TASK DESCRIPTION: Reproduce the listing in full, pictures excluded.

SOURCE MATERIAL:
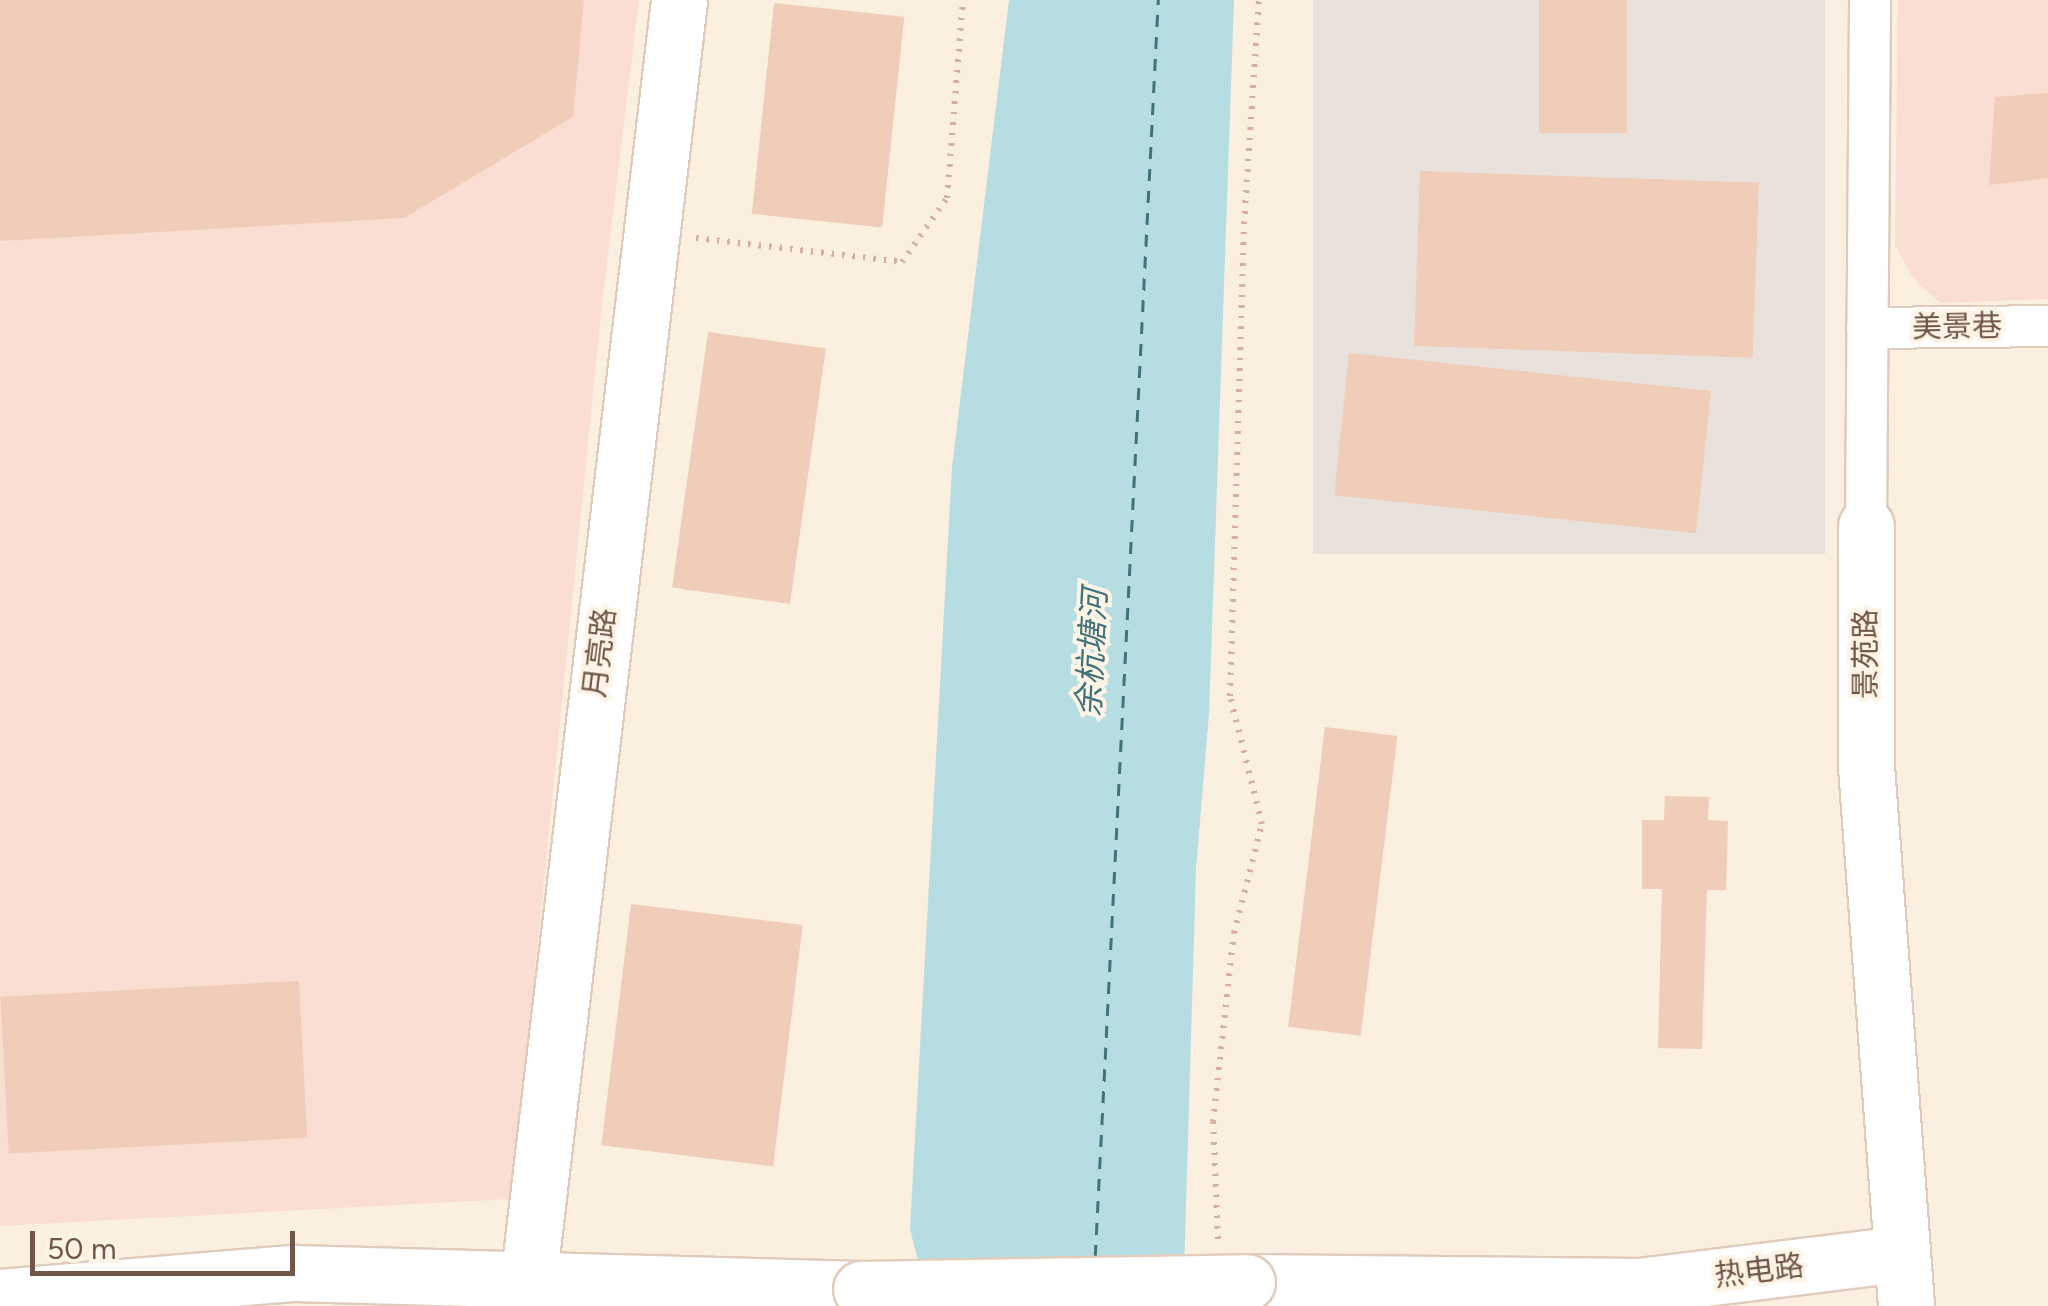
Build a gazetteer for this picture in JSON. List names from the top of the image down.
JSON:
{
  "streets": {
    "street": [
      "美景巷",
      "月亮路",
      "景苑路",
      "热电路"
    ]
  },
  "crossings": [
    ["美景巷", "景苑路"],
    ["月亮路", "热电路"],
    ["景苑路", "热电路"]
  ],
  "water": ["余杭塘河"],
  "scale_bar": "50 m"
}
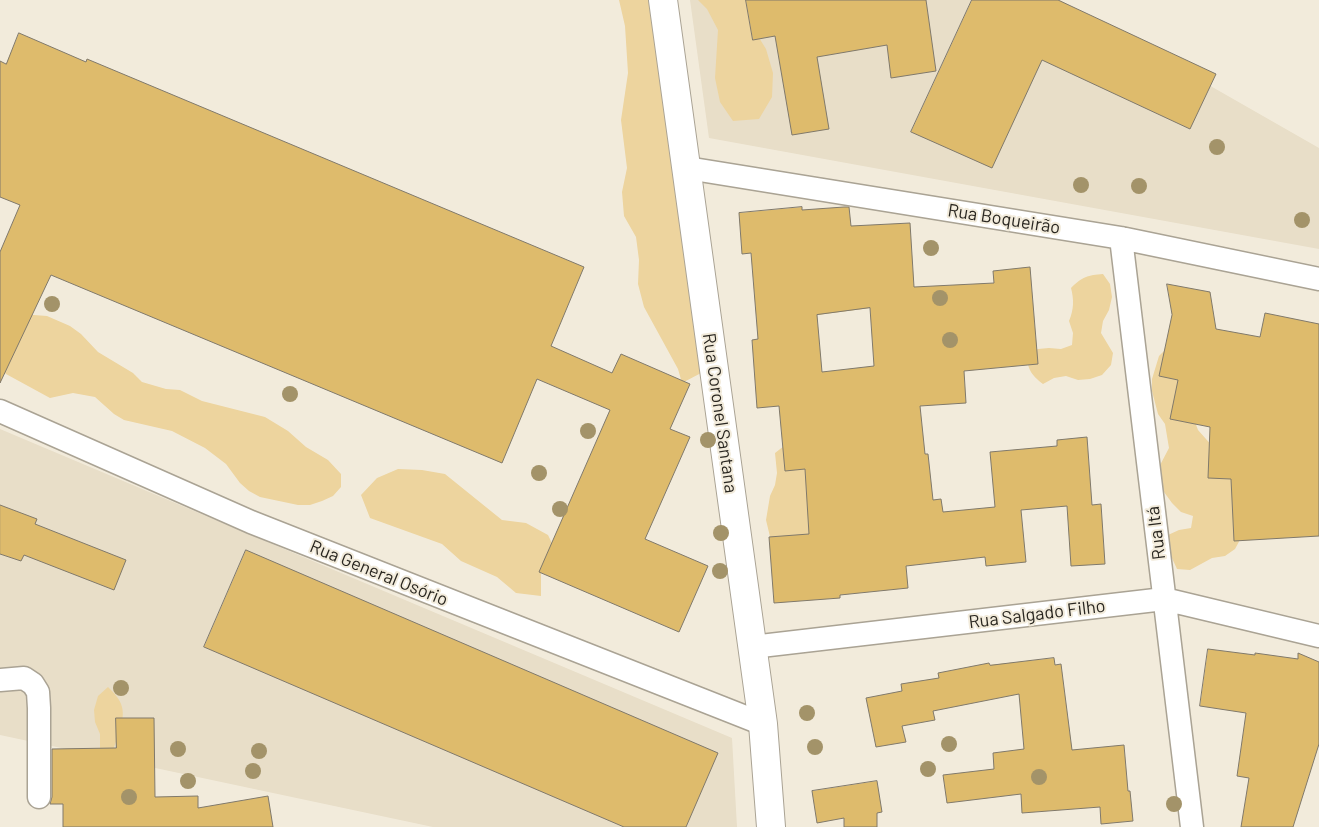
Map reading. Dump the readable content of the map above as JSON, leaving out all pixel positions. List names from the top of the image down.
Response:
{
  "streets": {
    "main road": ["Rua Coronel Santana"],
    "street": [
      "Rua Boqueirão",
      "Rua Itá",
      "Rua General Osório",
      "Rua Salgado Filho"
    ]
  },
  "crossings": [
    ["Rua Boqueirão", "Rua Coronel Santana"],
    ["Rua Boqueirão", "Rua Itá"],
    ["Rua Coronel Santana", "Rua General Osório"],
    ["Rua Coronel Santana", "Rua Salgado Filho"],
    ["Rua Itá", "Rua Salgado Filho"]
  ]
}
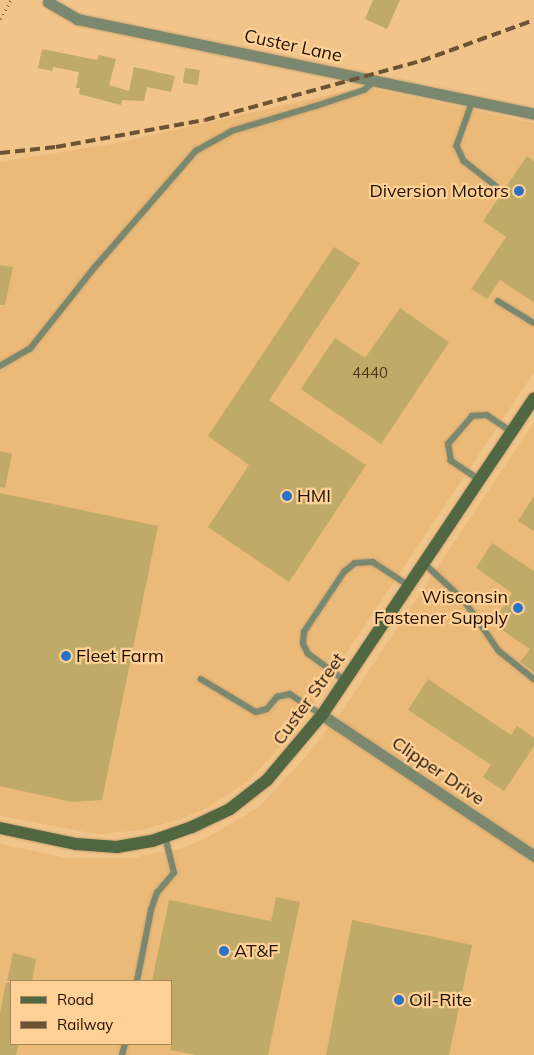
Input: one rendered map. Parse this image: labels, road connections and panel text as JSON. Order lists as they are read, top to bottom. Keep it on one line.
{"streets":{"street":["Custer Lane","Custer Street","Clipper Drive"]},"crossings":[["Custer Street","Clipper Drive"]],"places":["Diversion Motors","HMI","Wisconsin Fastener Supply","Fleet Farm","AT&F","Oil-Rite"],"house_numbers":["4440"],"legend":["Road","Railway"]}
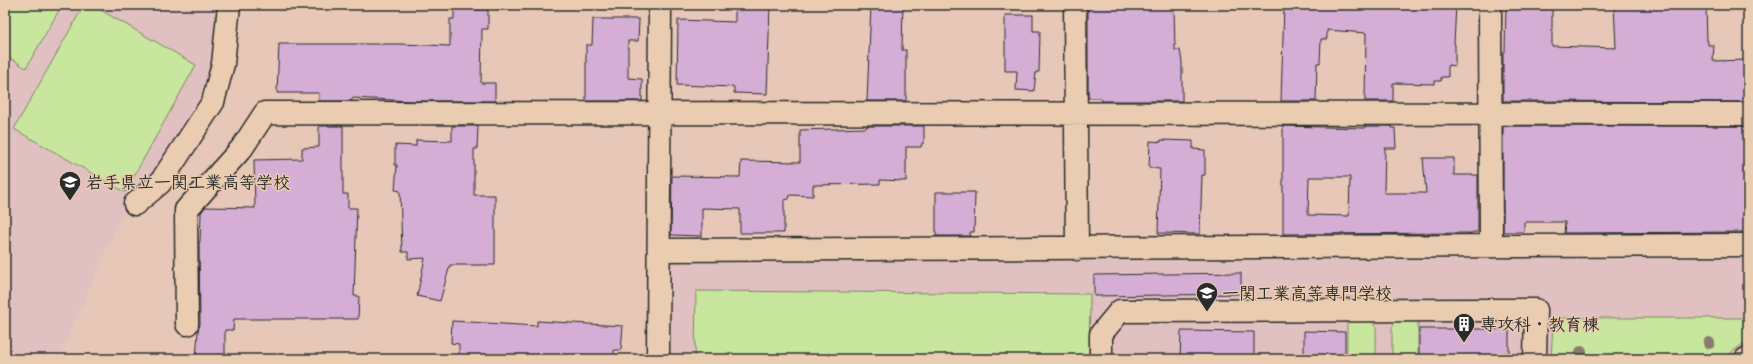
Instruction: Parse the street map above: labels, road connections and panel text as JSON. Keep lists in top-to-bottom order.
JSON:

WRITTEN REPLY:
Build a gazetteer for this picture in JSON. List names from the top of the image down.
JSON:
{
  "streets": {
    "street": [
      "美景巷",
      "月亮路",
      "景苑路",
      "热电路"
    ]
  },
  "crossings": [
    ["美景巷", "景苑路"],
    ["月亮路", "热电路"],
    ["景苑路", "热电路"]
  ],
  "water": ["余杭塘河"],
  "scale_bar": "50 m"
}
Map reading. Dump the readable content of the map above as JSON, leaving out all pixel positions. List names from the top of the image down.
Response:
{
  "streets": {
    "main road": ["Rua Coronel Santana"],
    "street": [
      "Rua Boqueirão",
      "Rua Itá",
      "Rua General Osório",
      "Rua Salgado Filho"
    ]
  },
  "crossings": [
    ["Rua Boqueirão", "Rua Coronel Santana"],
    ["Rua Boqueirão", "Rua Itá"],
    ["Rua Coronel Santana", "Rua General Osório"],
    ["Rua Coronel Santana", "Rua Salgado Filho"],
    ["Rua Itá", "Rua Salgado Filho"]
  ]
}
Input: one rendered map. Parse this image: labels, road connections and panel text as JSON. Order lists as they are read, top to bottom. Keep it on one line.
{"streets":{"street":["Custer Lane","Custer Street","Clipper Drive"]},"crossings":[["Custer Street","Clipper Drive"]],"places":["Diversion Motors","HMI","Wisconsin Fastener Supply","Fleet Farm","AT&F","Oil-Rite"],"house_numbers":["4440"],"legend":["Road","Railway"]}
Instruction: Parse the street map above: labels, road connections and panel text as JSON. Keep lists in top-to-bottom order.
JSON:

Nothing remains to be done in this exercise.